Several of us were eating dinner in St. Paul when we noticed a family of four: two small children, a mom and dad. They were very upset. Over the next five hours, we tried and ultimately were able to help this family, who had no place to call home.
But conversations with 17 Minnesota suburban, rural and urban school districts during the first week of December — as diverse as Milaca, Minnetonka and Monticello — show there are thousands of homeless children and families throughout the state.
How will we respond? First, let’s return to Nov. 21.
Nadia McClintock, formerly homeless herself and an advocate for the homeless, and I began talking with the mother and father. We also played with their energetic children, ages 3 and 6. We learned the family had been homeless since June. During the day, the father works at a fast food restaurant. (Wilder Foundation research shows that nearly one-third of Minnesota homeless adults are employed). At night, they rode light rail until it closed. The previous night they slept on the floor of an unheated garage.
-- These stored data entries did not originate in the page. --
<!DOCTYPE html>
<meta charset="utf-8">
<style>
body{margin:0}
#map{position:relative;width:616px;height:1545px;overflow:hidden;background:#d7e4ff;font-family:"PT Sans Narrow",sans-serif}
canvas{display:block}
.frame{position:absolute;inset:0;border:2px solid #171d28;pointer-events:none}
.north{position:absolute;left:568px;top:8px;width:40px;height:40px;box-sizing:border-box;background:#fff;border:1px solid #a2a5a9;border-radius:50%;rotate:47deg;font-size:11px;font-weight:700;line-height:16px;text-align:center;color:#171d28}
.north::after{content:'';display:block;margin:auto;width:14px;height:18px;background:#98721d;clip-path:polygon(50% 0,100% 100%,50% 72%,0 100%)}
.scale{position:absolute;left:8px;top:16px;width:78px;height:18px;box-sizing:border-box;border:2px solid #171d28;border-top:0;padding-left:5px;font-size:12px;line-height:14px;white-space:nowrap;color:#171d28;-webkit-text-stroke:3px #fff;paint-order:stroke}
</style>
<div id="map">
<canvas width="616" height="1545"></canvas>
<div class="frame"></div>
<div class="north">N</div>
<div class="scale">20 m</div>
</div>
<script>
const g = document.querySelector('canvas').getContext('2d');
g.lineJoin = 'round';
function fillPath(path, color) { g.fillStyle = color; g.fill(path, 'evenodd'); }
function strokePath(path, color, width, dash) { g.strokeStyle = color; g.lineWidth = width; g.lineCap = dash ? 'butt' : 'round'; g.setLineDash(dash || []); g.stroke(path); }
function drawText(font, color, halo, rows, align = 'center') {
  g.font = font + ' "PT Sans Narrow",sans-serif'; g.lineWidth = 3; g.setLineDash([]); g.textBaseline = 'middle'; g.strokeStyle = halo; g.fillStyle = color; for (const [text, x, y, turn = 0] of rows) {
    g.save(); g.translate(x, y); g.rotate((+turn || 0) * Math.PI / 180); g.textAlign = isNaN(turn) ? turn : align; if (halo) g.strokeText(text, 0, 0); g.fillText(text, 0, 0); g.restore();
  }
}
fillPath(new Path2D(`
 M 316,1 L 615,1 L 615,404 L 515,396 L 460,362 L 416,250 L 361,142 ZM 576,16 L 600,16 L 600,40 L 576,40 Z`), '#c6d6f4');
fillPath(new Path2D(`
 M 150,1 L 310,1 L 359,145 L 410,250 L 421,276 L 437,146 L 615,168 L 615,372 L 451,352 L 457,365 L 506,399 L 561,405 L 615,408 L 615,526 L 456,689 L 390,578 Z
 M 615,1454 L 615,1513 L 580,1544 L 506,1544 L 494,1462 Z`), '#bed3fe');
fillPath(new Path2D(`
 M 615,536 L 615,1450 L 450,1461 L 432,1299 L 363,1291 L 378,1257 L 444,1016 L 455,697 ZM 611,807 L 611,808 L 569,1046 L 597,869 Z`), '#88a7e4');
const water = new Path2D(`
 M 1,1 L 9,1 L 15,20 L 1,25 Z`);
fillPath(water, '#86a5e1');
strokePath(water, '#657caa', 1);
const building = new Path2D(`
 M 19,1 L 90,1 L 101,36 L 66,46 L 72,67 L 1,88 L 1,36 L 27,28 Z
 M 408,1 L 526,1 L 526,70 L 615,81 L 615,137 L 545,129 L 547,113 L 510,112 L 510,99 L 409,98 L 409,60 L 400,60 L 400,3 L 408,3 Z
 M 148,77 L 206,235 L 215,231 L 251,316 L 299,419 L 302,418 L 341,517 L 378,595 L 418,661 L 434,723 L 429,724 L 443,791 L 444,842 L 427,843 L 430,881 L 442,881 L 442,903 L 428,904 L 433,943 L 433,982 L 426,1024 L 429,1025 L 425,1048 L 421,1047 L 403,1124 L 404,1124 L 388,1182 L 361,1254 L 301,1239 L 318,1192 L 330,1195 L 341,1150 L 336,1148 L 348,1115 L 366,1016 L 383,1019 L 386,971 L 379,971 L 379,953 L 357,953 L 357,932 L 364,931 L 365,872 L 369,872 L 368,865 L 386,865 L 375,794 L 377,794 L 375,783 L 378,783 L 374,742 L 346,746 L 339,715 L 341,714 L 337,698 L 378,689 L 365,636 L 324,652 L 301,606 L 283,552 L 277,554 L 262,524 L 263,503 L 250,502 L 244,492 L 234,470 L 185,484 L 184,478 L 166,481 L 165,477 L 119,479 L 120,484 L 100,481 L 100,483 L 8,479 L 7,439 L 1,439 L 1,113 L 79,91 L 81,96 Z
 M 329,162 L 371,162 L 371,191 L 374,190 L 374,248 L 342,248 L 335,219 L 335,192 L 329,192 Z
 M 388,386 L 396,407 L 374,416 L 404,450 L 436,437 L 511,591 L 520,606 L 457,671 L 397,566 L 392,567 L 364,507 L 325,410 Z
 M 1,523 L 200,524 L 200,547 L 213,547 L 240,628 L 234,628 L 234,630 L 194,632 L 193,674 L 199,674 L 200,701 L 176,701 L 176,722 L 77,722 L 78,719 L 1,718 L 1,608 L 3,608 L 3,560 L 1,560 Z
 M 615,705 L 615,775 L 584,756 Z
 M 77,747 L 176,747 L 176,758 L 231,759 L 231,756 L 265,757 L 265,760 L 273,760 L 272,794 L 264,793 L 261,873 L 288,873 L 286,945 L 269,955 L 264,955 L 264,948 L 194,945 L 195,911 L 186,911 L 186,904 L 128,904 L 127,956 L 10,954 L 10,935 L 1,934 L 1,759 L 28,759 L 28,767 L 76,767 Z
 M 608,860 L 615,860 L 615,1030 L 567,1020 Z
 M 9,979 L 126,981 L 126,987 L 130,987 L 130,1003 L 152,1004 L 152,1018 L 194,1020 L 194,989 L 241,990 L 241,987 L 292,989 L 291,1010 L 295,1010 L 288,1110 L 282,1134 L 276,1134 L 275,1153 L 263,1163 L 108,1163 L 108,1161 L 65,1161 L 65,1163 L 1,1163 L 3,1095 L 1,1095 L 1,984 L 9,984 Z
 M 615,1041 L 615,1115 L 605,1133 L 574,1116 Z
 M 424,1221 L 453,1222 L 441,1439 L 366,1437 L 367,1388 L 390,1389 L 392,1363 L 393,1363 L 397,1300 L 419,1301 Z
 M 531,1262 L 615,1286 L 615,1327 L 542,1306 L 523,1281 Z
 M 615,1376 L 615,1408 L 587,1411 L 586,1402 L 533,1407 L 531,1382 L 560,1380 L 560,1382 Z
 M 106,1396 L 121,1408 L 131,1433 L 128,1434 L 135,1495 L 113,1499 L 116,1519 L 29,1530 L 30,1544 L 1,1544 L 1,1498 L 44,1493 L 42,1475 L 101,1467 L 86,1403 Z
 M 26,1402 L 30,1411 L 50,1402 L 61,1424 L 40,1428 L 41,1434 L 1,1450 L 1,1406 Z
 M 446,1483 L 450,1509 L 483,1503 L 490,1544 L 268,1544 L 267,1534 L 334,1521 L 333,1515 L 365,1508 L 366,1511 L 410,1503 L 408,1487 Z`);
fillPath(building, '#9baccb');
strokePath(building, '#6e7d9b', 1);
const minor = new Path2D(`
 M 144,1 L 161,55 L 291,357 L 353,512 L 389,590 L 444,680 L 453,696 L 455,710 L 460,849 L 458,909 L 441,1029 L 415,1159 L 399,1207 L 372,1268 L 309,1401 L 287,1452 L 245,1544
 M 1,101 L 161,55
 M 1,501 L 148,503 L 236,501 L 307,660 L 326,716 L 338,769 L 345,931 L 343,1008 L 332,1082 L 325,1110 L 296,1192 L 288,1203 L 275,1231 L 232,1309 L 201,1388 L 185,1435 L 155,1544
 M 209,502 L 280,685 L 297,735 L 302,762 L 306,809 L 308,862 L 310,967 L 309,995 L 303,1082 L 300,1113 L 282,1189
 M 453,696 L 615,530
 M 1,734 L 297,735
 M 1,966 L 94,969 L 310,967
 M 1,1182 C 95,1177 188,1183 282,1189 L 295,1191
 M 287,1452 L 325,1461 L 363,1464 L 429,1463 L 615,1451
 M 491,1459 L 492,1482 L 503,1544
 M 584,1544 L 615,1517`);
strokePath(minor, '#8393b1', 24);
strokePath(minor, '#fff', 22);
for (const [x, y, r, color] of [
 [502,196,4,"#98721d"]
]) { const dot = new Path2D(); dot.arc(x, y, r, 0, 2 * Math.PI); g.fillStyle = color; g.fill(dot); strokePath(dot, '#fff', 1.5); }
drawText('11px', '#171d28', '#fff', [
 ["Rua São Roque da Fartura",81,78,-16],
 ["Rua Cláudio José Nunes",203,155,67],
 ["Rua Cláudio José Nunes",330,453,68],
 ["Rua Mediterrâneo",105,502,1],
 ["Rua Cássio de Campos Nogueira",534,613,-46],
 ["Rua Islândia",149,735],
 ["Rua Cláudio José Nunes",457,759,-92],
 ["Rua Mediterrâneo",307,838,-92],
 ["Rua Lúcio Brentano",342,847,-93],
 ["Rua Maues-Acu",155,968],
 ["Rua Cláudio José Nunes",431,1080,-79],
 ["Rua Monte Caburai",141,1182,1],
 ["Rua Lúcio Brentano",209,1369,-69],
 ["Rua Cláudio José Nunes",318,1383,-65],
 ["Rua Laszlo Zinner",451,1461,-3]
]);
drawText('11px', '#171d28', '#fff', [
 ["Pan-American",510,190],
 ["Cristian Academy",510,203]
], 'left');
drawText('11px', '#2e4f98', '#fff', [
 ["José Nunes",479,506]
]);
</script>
I called 211, a 24-hour phone line established by United Way to help metro area homeless people. I was told one shelter was available, but we must talk with St. Paul Police to get the family into it. We weren’t eager to contact police. So we spent another hour making phone calls. Nothing worked.
Finally, with the family’s permission, we called St. Paul Police. Two officers tried for an hour to find a place. Nothing. The police told the mom that if her husband was abusing her, there was shelter available. But she insisted he was a caring husband who was not harming her. So, no shelter.
Two more police and two Ramsey County Sheriff’s staff arrived. More calls. Same results. It’s now 10:30 p.m. I decided to pay for a room at a local motel. We took the sleeping children, mom and dad to the motel for the night. The next day, Amber Gray of the Ramsey County Sheriff’s Office took the family to a county office to seek help. They weren’t able to work out anything. So Gray called Arlington Hills Lutheran Church which donated funds to house the family for Friday and Saturday night.
Gray’s team pools together enough money to buy one more night. For three nights at least, they are safe.
Monday, another trip to a Ramsey County office produced better results. The county is paying for a hotel room, because emergency family shelters are full. The most recent county report from October shows 247 people, including 160 children, are on the county’s waiting list for shelter.
Wilder Foundation found that about a third of Minnesota’s homeless are in Greater Minnesota, a third are in the suburbs, and a third are in Minneapolis and St. Paul.
Little Falls Community Schools Superintendent Stephen Jones wrote: “The number of students we reported on the Homeless Children and Youth Data Survey for the 2018-19 school year was 24. The number has been increasing since 2013-14, when we reported 14 students who were homeless or in housing transition.”
This is not a column about “what to do.” But it is a plea. Can’t we do much better for our children?
Joe Nathan directs the Center for School Change.